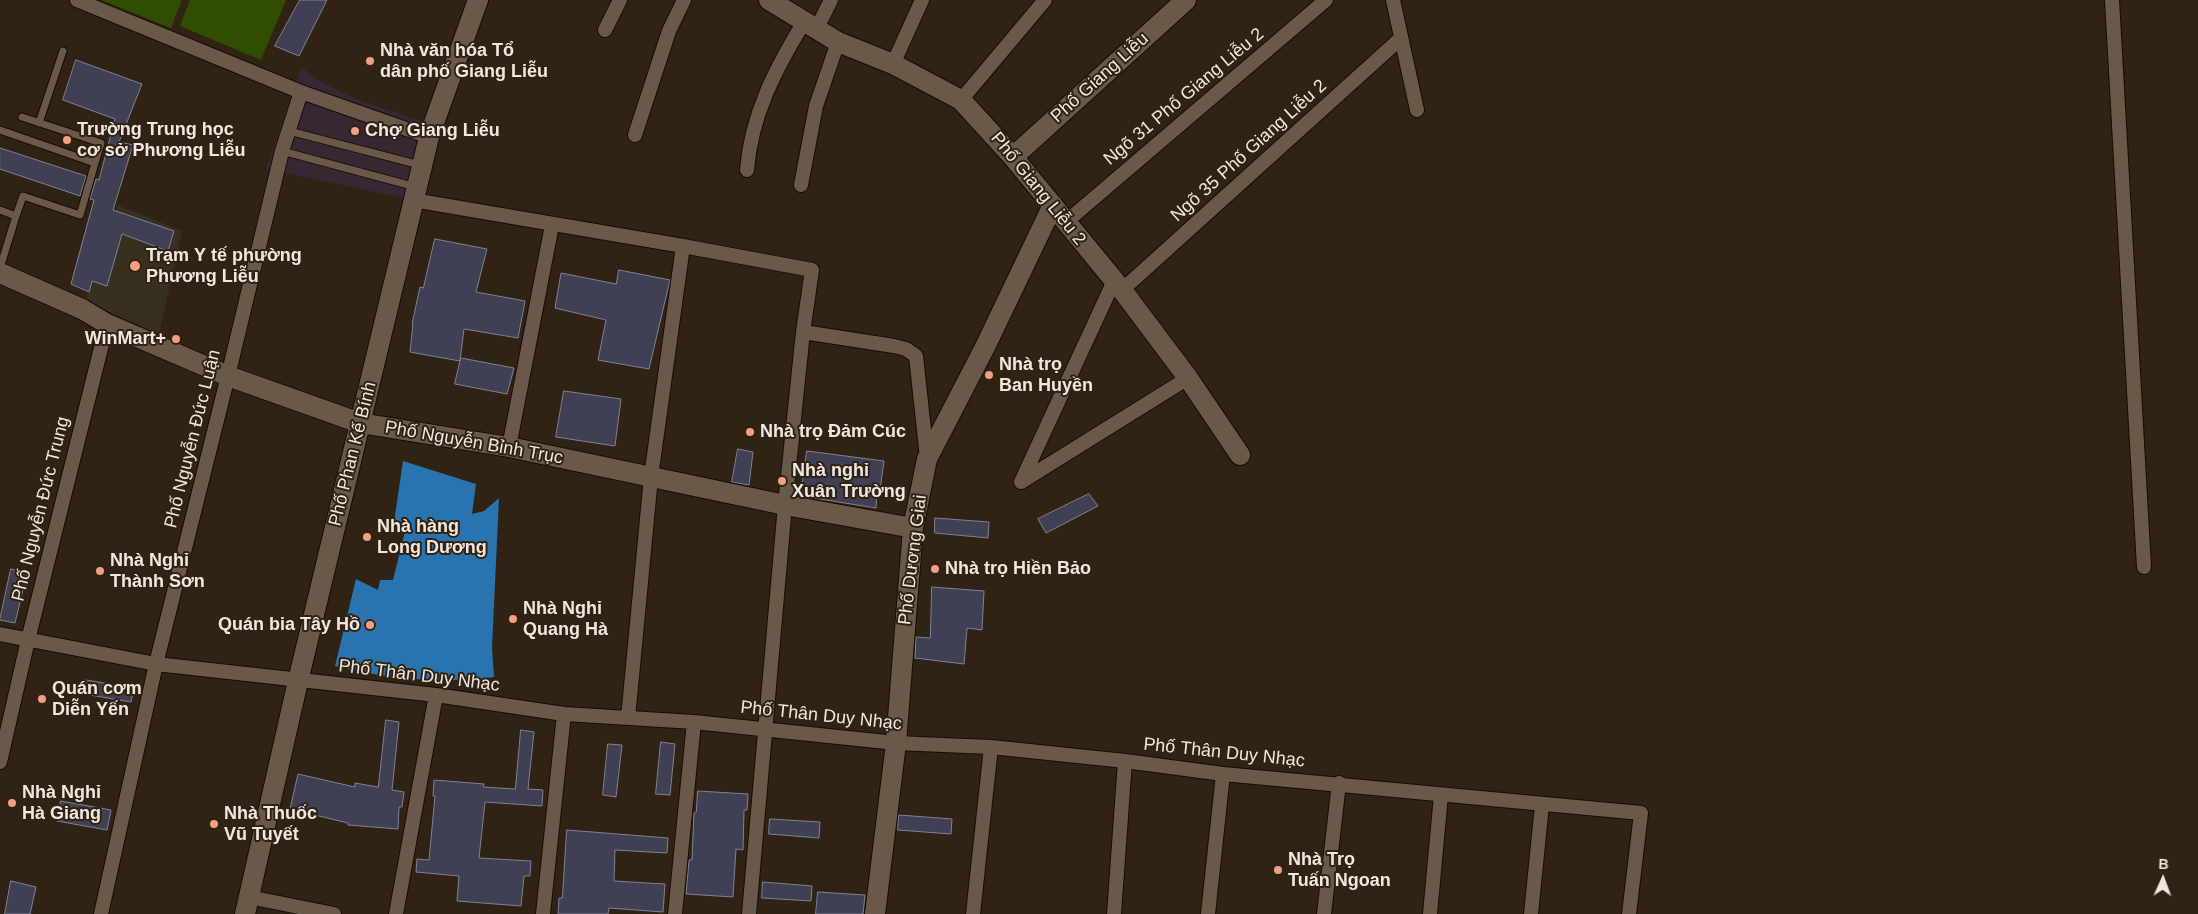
<!DOCTYPE html>
<html>
<head>
<meta charset="utf-8">
<style>
	body { margin:0 }
	#map { position:relative; width:2198px; height:914px; overflow:hidden; background:#302314; font-family:Arial,sans-serif }
	canvas { display:block }
	.north { position:absolute; left:2138px; top:854px; width:50px; height:50px; -webkit-text-stroke:4px #302314; paint-order:stroke; rotate:2deg; font-size:14px; font-weight:700; line-height:20px; text-align:center; color:#f1e7de }
	.north::after { content:''; display:block; margin:auto; width:18px; height:22px; background:#f1e7de; clip-path:polygon(50% 0,100% 100%,50% 72%,0 100%) }
</style>
</head>
<body>
<div id="map">
<canvas width="2198" height="914"></canvas>
<div class="north">B</div>
</div>
<script>
const ctx = document.querySelector('canvas').getContext('2d');
ctx.lineJoin = 'round';
function fillPath(path, color) { ctx.fillStyle = color; ctx.fill(path, 'evenodd'); }
function strokePath(path, color, width, dash) { ctx.strokeStyle = color; ctx.lineWidth = width; ctx.lineCap = dash ? 'butt' : 'round'; ctx.setLineDash(dash || []); ctx.stroke(path); }
function label(font, color, halo, rows, align = 'center') {
  ctx.font = font + ' Arial,sans-serif'; ctx.lineWidth = 4; ctx.setLineDash([]); ctx.textBaseline = 'middle'; ctx.strokeStyle = halo; ctx.fillStyle = color; for (const [text, x, y, turn = 0] of rows) {
    ctx.save(); ctx.translate(x, y); ctx.rotate((+turn || 0) * Math.PI / 180); ctx.textAlign = isNaN(turn) ? turn : align; if (halo) ctx.strokeText(text, 0, 0); ctx.fillText(text, 0, 0); ctx.restore();
  }
}
fillPath(new Path2D(`
	M301 67 325 84 361 101 434 125 413 200 266 169Z`), '#362733');
fillPath(new Path2D(`
	M117 205 182 231 159 334 85 301Z`), '#38301f');
fillPath(new Path2D(`
	M101 0H182L171 28Z
	M190 0H286L261 60 180 26Z`), '#2f4e00');
fillPath(new Path2D(`
	M403 461 476 484 472 514 484 511 499 498 492 647 494 677C440 684 388 679 335 666L356 579 378 590 380 580H393L406 527 394 522Z`), '#2973af');
const building = new Path2D(`
	M300 0H327L299 56 275 46Z
	M76 60 142 84 119 142 133 145 113 210 174 231 168 251 122 234 107 286 92 281 89 292 71 284 94 200 90 199 96 179 99 180 115 119 63 100Z
	M0 148 86 176 80 196 0 169Z
	M435 239 487 249 476 292 525 301 518 338 464 329 460 361 410 352 413 324H412L420 287 423 288Z
	M619 270 670 280 649 369 598 360 606 320 555 308 561 273 616 284Z
	M461 358 514 368 507 394 455 384Z
	M564 391 621 399 615 446 556 437Z
	M738 449 753 452 749 485 732 482Z
	M807 451 884 461 880 490H877L876 508 801 496Z
	M1089 494 1098 506 1046 533 1038 519Z
	M935 518 989 522 988 538 935 533Z
	M11 569 27 573 15 623 0 620Z
	M932 587 984 591 982 630 967 628 964 664 915 658 916 637 930 638Z
	M86 680 134 688 131 702 84 694Z
	M386 720 399 722 392 790 404 792 402 807H399L398 829 348 825V823L290 809 298 774 355 787V783L378 787Z
	M521 730 534 732 528 789 543 790 542 806 485 802 479 858 531 861 530 876H524L521 906 457 901 459 876 416 872 417 859 429 860 435 796H433L434 780 484 784 483 787 515 789Z
	M661 742 675 744 670 795 656 794Z
	M608 744 622 745 616 797 603 795Z
	M698 791 748 794 747 810H744L743 850 736 849 733 897 686 894 689 860H692L694 813 696 812Z
	M61 801 111 810 107 830 57 821Z
	M899 815 952 819 951 834 898 830Z
	M770 819 820 822 819 838 769 834Z
	M567 830 668 838 667 853 615 850 614 881 665 884 663 912 609 908 608 914H558L559 898H562Z
	M11 881 36 887 30 914H5Z
	M763 882 812 886 811 901 762 898Z
	M818 892 865 895 863 914H816Z`);
fillPath(building, '#3f4053');
strokePath(building, '#808196', 1);
const lane = new Path2D(`
	M22 117 101 143 95 163
	M39 123 63 51
	M0 130 95 163 80 215 23 196 16 216
	M289 131 420 165
	M282 151 416 187
	M0 210 16 216 0 268`);
const street = new Path2D(`
	M77 0 301 92 429 137
	M1393 0 1417 110
	M2112 0 2144 567
	M605 30 620 0
	M816 30 831 0
	M893 64 922 0
	M961 100 1045 0
	M635 135 669 31 684 0
	M747 170C751 115 776 68 804 22
	M801 185 816 106 838 42
	M413 200 683 246 651 477 628 718
	M1066 222 1326 0
	M683 246 812 270 803 332 785 505 749 914
	M1122 290 1400 39
	M803 332 894 346 906 349 916 356 927 458
	M509 447 552 225
	M1021 482 1114 281
	M1021 482 1188 378
	M0 634 156 664 436 695 564 714 694 722 896 743 991 747 1125 761 1223 774 1641 813 1629 914
	M0 762 28 640 107 324
	M249 897 334 914
	M101 914 156 664 228 376 282 151 301 92
	M396 914 436 695
	M543 914 564 714
	M675 914 694 722
	M973 914 991 747
	M1114 914 1125 761
	M1208 914 1223 774
	M1324 914 1339 783
	M1430 914 1441 795
	M1531 914 1542 805`);
const secondary = new Path2D(`
	M769 0 838 42 893 64 961 100 1013 157 1122 290 1188 378 1240 455
	M1013 157 1186 0
	M0 273 82 309 107 324 228 376 360 423 509 447 785 505 913 528
	M245 914 298 681 429 137 478 0
	M875 914 896 743 913 528 927 459 985 347 1053 205`);
strokePath(lane, '#180c01', 9);
strokePath(street, '#180c01', 16);
strokePath(secondary, '#180c01', 22);
strokePath(lane, '#685949', 7);
strokePath(street, '#685949', 14);
strokePath(secondary, '#685949', 20);
for (const [x, y, r, color] of [
	[370,61,5,"#f2a07f"],
	[355,131,5,"#f2a07f"],
	[67,140,5,"#f2a07f"],
	[135,266,6,"#f2a07f"],
	[176,339,5,"#f2a07f"],
	[989,375,5,"#f2a07f"],
	[750,432,5,"#f2a07f"],
	[782,481,5,"#f2a07f"],
	[367,537,5,"#f2a07f"],
	[935,569,5,"#f2a07f"],
	[100,571,5,"#f2a07f"],
	[513,619,5,"#f2a07f"],
	[370,625,5,"#f2a07f"],
	[42,699,5,"#f2a07f"],
	[12,803,5,"#f2a07f"],
	[214,824,5,"#f2a07f"],
	[1278,870,5,"#f2a07f"]
]) { const dot = new Path2D(); dot.arc(x, y, r, 0, 2 * Math.PI); ctx.fillStyle = color; ctx.fill(dot); strokePath(dot, '#302314', 2); }
label('bold 18px', '#f1e7de', '#302314', [
	["Nhà văn hóa Tổ",380,51],
	["dân phố Giang Liễu",380,72],
	["Trường Trung học",77,130],
	["cơ sở Phương Liễu",77,151],
	["Chợ Giang Liễu",365,131],
	["Trạm Y tế phường",146,256],
	["Phương Liễu",146,277],
	["WinMart+",166,339,"right"],
	["Nhà trọ",999,365],
	["Ban Huyền",999,386],
	["Nhà trọ Đảm Cúc",760,432],
	["Nhà nghỉ",792,471],
	["Xuân Trường",792,492],
	["Nhà hàng",377,527],
	["Long Dương",377,548],
	["Nhà Nghỉ",110,561],
	["Thành Sơn",110,582],
	["Nhà trọ Hiền Bảo",945,569],
	["Nhà Nghỉ",523,609],
	["Quang Hà",523,630],
	["Quán bia Tây Hồ",360,625,"right"],
	["Quán cơm",52,689],
	["Diễn Yến",52,710],
	["Nhà Nghỉ",22,793],
	["Hà Giang",22,814],
	["Nhà Thuốc",224,814],
	["Vũ Tuyết",224,835],
	["Nhà Trọ",1288,860],
	["Tuấn Ngoan",1288,881]
], 'left');
label('18px', '#f1e7de', '#302314', [
	["Phố Giang Liễu",1100,78,-42],
	["Ngõ 31 Phố Giang Liễu 2",1184,97,-40],
	["Ngõ 35 Phố Giang Liễu 2",1249,151,-42],
	["Phố Giang Liễu 2",1038,189,51],
	["Phố Nguyễn Đức Luận",193,439,-76],
	["Phố Nguyễn Bỉnh Trục",474,443,10],
	["Phố Phan Kế Bính",353,454,-76],
	["Phố Nguyễn Đức Trung",41,509,-76],
	["Phố Dương Giai",913,560,-83],
	["Phố Thân Duy Nhạc",419,676,7],
	["Phố Thân Duy Nhạc",821,716,6],
	["Phố Thân Duy Nhạc",1224,753,6]
]);
</script>
</body>
</html>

######

_What the task requires:_
Above this task is a listing. Restate, word for word and with nothing added, the lines from the one with "function fillPath(path, color)" through the one with "function label(font, color, halo, rows, align".

_Response below:_
function fillPath(path, color) { ctx.fillStyle = color; ctx.fill(path, 'evenodd'); }
function strokePath(path, color, width, dash) { ctx.strokeStyle = color; ctx.lineWidth = width; ctx.lineCap = dash ? 'butt' : 'round'; ctx.setLineDash(dash || []); ctx.stroke(path); }
function label(font, color, halo, rows, align = 'center') {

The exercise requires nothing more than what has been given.